Tuesday, July 31, 2018

Go Wizards--the Preamble


I started to lose interest in the NBA when I moved to Washington in 1990. The Pistons were giving way to Jordan and the Bulls; I couldn’t have afforded cable, even if it had been available in my Capitol hill neighborhood (it wasn’t at the time); and I didn’t have access to Channel 50 any more. The Bullets were bad at the time, playing out in Landover, at the end of the Blue LIne, and I didn’t pay much attention to them. I was vaguely aware of Bernard King, Wes Unseld, Harvey Grant, and the mess of an organization that Tony Kornheiser called Les Boulez, but my interest in basketball was waning.

It was saved by a few things. The first was fantasy basketball, which I started playing with a New York friend and his co-workers. We would get a fax (!) every week detailing the production of our players and our standing in the league. Our performance at first demonstrated our lack of knowledge about rotisserie basketball and the NBA, but I started paying a lot more attention to box scores than standings, and the 3rd iteration of our squad--which we had named Ice Team--led by Patrick Ewing, alongside the playmaking of Muggsy Bogues and the sharpshooting of Glen Rice, was a runaway winner in the 1993 season.

The Bullets also generated some attention from me as they began plans to move into a downtown arena, located in a derelict neighborhood that I sometimes walked through on my way home from work near the White House to my house near Eastern Market. Plus they were contemplating a name change, and the dismal choices--to be determined by a vote that was probably rigged, were also the subject of much derision.

I bought Bullets t-shirts for my groomsmen in 1997, failing to understand that the name change was more about merchandising than anything else, and that the iconic red white and blue motif with the outstretched hands logo was still going to be readily available at the gift shop.

But the new arena was coming and Michael Jordan himself, the man who had ended the Pistons’ run, and who I had watched on WGN when I was in law school, had joined the organization as President of basketball operations. Everything seemed to be going in the right direction for Washington basketball. I spent the 1997 and 1998 seasons in Macedonia, and, although I didn’t see much basketball, the Washington Post (now my hometown paper and internet home page) assigned two excellent writers, Michael Lee and Ivan Carter, to cover the local team, and the quality and breadth of their coverage was fantastic.

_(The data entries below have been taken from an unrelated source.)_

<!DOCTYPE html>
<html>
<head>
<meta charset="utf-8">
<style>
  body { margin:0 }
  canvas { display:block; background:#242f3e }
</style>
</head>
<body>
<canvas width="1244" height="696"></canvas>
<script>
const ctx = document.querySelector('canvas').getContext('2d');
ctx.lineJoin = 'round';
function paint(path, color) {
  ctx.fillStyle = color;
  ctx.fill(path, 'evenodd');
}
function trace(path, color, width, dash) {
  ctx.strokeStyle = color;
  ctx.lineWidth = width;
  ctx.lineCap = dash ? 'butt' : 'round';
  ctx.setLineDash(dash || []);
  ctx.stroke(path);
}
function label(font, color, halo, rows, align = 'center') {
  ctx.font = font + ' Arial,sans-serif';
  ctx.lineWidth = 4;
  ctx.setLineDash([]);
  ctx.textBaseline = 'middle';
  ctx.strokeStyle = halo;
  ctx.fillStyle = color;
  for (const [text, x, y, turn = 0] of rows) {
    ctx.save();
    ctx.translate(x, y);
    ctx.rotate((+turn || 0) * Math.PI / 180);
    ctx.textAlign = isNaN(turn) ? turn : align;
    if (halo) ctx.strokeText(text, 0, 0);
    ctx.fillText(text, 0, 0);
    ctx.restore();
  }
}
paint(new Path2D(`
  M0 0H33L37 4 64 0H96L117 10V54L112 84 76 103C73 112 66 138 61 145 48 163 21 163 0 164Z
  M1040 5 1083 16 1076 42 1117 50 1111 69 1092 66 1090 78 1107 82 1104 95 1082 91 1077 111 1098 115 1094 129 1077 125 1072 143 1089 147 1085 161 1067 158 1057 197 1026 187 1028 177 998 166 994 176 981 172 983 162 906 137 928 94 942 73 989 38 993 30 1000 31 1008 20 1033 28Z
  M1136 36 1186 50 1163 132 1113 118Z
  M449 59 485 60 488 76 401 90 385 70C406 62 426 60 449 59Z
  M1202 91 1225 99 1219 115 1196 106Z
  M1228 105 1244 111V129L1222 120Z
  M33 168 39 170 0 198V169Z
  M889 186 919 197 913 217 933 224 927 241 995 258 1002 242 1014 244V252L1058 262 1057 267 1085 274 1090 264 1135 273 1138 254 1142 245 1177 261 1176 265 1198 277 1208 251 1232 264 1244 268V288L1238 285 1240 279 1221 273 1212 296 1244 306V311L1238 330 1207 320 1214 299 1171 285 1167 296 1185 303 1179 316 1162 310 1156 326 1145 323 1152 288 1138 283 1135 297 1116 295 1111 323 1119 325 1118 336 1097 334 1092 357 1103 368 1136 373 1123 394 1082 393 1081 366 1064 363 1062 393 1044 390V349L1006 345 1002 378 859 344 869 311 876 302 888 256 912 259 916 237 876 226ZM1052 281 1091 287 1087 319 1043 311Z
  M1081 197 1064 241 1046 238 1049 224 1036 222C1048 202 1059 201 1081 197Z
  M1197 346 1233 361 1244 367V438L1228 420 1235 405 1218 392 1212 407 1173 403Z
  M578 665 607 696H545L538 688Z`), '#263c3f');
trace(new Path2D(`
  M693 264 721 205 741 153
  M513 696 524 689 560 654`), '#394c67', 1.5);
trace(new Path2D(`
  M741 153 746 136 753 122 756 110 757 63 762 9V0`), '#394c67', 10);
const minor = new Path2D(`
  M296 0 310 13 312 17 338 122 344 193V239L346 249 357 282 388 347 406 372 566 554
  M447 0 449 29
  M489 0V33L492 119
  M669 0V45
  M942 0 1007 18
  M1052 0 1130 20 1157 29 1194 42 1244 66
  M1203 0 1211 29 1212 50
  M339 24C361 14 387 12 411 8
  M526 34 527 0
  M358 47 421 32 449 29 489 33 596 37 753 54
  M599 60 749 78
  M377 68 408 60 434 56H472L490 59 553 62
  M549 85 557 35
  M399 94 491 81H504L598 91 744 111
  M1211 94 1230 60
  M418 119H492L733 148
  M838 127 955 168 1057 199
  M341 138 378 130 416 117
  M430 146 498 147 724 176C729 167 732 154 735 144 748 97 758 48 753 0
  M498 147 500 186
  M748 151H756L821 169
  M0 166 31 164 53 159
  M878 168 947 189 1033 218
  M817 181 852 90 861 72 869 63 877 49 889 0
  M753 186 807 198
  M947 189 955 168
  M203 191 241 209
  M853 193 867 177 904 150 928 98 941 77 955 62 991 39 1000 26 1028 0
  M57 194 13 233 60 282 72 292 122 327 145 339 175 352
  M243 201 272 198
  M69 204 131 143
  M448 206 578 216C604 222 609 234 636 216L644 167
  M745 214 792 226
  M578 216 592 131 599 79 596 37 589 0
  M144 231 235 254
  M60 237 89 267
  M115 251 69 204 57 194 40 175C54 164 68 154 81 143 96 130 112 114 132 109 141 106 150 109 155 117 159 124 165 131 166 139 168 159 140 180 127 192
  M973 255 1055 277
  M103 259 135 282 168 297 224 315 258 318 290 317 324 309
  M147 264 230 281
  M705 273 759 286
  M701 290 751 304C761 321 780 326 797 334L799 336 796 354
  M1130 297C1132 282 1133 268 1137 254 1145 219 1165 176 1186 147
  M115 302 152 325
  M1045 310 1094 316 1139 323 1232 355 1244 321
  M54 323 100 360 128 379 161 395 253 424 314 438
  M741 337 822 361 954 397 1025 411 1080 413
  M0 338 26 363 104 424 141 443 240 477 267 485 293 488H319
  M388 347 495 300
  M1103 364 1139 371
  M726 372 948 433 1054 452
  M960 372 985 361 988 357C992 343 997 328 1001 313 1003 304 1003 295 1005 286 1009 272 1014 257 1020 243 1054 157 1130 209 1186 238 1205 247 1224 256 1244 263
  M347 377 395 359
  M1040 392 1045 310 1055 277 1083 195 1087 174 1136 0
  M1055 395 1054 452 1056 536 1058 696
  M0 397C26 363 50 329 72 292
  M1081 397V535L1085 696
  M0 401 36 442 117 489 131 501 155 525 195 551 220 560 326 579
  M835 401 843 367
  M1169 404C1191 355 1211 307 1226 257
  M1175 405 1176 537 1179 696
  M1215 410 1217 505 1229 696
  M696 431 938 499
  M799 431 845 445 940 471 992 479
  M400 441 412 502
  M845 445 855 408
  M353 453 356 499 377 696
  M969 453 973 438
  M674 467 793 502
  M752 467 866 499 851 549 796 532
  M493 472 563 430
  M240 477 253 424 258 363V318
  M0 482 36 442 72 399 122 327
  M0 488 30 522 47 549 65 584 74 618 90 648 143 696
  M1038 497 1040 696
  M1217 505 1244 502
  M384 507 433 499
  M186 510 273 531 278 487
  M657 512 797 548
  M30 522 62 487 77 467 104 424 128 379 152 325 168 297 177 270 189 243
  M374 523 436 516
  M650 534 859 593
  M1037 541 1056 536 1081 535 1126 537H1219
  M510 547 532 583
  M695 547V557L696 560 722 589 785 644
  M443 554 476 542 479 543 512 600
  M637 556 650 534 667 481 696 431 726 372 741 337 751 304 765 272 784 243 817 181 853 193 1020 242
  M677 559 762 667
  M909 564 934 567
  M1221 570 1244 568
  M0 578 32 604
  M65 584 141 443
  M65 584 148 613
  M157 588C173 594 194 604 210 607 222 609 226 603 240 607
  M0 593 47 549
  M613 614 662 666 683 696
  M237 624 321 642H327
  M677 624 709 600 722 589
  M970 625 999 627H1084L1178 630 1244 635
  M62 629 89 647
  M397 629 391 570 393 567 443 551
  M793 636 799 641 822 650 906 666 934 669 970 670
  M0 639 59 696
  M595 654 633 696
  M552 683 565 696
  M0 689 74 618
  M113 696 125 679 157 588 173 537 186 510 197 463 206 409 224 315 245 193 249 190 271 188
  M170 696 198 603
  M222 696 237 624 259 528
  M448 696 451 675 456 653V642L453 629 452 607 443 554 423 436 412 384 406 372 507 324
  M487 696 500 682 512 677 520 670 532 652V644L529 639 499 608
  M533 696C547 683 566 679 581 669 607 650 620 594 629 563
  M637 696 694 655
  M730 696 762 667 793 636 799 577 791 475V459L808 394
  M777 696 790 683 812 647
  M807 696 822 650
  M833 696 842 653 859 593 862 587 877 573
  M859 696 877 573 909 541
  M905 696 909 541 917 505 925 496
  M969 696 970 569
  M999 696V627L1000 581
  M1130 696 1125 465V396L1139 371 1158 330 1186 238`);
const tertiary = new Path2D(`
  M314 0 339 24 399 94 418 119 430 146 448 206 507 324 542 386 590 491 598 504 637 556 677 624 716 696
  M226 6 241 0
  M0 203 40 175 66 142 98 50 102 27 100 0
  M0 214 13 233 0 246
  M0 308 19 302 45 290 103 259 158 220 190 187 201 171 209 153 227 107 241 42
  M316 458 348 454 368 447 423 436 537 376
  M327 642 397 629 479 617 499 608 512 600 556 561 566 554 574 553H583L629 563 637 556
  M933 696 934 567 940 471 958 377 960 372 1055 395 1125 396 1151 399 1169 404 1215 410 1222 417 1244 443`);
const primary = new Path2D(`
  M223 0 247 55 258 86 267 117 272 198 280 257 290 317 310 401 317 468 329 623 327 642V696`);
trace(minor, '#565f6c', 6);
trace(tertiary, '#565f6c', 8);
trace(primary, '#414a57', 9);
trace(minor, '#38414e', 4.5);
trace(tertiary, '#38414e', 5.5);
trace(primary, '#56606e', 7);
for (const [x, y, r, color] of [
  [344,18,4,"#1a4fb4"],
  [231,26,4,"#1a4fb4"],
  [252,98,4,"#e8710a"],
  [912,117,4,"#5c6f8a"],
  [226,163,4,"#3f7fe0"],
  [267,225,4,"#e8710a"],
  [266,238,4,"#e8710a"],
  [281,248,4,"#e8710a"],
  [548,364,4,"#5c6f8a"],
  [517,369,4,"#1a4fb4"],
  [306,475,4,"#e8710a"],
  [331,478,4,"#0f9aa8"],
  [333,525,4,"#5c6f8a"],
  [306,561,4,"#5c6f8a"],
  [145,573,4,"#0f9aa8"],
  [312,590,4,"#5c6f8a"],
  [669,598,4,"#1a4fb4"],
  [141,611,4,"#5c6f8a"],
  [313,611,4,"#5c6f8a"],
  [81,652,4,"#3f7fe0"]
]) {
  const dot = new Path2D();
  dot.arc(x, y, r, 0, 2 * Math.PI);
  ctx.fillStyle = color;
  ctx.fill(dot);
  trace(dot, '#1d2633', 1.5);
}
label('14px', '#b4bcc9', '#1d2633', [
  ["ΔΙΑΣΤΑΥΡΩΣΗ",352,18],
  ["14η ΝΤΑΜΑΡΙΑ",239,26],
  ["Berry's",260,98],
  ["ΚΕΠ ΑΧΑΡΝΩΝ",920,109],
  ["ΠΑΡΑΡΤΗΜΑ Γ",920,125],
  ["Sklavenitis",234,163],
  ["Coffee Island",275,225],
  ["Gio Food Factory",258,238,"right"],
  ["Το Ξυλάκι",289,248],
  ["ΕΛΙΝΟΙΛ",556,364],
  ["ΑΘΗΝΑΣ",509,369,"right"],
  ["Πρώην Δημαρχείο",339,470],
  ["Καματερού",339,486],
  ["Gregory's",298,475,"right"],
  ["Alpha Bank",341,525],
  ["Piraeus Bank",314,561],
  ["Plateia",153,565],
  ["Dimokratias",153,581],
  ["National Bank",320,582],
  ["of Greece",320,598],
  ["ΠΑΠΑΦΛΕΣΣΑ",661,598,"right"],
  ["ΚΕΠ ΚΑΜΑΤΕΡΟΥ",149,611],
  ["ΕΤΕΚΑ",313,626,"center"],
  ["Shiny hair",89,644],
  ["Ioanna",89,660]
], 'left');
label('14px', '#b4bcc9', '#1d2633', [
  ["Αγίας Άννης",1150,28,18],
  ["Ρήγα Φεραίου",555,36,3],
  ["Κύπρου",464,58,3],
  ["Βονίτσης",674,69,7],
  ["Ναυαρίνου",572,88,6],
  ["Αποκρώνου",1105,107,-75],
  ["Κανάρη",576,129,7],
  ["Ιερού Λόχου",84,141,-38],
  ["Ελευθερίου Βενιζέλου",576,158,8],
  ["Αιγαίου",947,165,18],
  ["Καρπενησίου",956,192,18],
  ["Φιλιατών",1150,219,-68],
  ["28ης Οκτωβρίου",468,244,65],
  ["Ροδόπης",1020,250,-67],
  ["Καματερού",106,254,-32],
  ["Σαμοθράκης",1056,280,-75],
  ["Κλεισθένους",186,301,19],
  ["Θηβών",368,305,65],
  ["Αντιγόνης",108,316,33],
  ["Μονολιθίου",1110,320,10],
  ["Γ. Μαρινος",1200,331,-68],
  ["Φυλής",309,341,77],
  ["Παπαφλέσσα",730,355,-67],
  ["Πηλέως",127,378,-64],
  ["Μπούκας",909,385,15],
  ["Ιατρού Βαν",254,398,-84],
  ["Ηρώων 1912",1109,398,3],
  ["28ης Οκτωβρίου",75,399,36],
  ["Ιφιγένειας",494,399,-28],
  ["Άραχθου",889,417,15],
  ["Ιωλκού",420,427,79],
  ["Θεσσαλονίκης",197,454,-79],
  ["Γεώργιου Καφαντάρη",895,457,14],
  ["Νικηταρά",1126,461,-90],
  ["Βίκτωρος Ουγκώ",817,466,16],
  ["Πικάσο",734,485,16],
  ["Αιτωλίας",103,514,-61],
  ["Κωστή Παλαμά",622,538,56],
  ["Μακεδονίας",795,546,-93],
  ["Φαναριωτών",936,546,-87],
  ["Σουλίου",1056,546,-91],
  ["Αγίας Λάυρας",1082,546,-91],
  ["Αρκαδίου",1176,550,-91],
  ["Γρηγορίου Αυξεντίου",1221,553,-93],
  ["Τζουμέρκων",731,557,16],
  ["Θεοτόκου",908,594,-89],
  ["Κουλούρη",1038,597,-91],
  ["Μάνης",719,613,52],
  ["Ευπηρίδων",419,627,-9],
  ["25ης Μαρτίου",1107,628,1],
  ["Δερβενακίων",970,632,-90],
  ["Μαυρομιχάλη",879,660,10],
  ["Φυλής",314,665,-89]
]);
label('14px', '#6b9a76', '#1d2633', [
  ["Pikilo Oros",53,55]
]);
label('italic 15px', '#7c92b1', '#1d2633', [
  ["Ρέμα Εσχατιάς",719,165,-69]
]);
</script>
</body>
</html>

Despite being 3,000 miles away, without American television, radio or newspaper, I felt like I was closer to a team than I had been since 1988, my last year in the Motor City.

We came back to DC the following year, but I didn’t watch much basketball in the 1999-2000 season. Partly because I had a newborn baby daughter, but mostly because the team, which featured in Juwan Howard, a star who in my view could never be the best player on a good team, and Mitch Richmond, a player who I had heard much about, but never really seen play, because he was on a west coast team that didn’t get any national exposure, wasn’t very good. The team had traded Chris Webber for him, after a promising season and a playoff appearance, but it was quickly evident that he was in the downward arc of his career. It was the type of player I would get used to seeing in Washington.

But give Michael a break. At least he was making moves, and in the 2000-01 season, which was to be Mitch Richmond’s last in the league, his hand-picked coach--a mildly successful NCAA veteran--guided the team to a 7th place finish and a place in the lottery, which in contravention of all Washington tradition, they won, selecting Kwame Brown, a high school phenom who, hand-picked by the GOAT himself, was going to help turn things around.

Anna was starting to talk and soon walk, and it was at this point, the 2001 season that our relationship with the team, and each other, really began.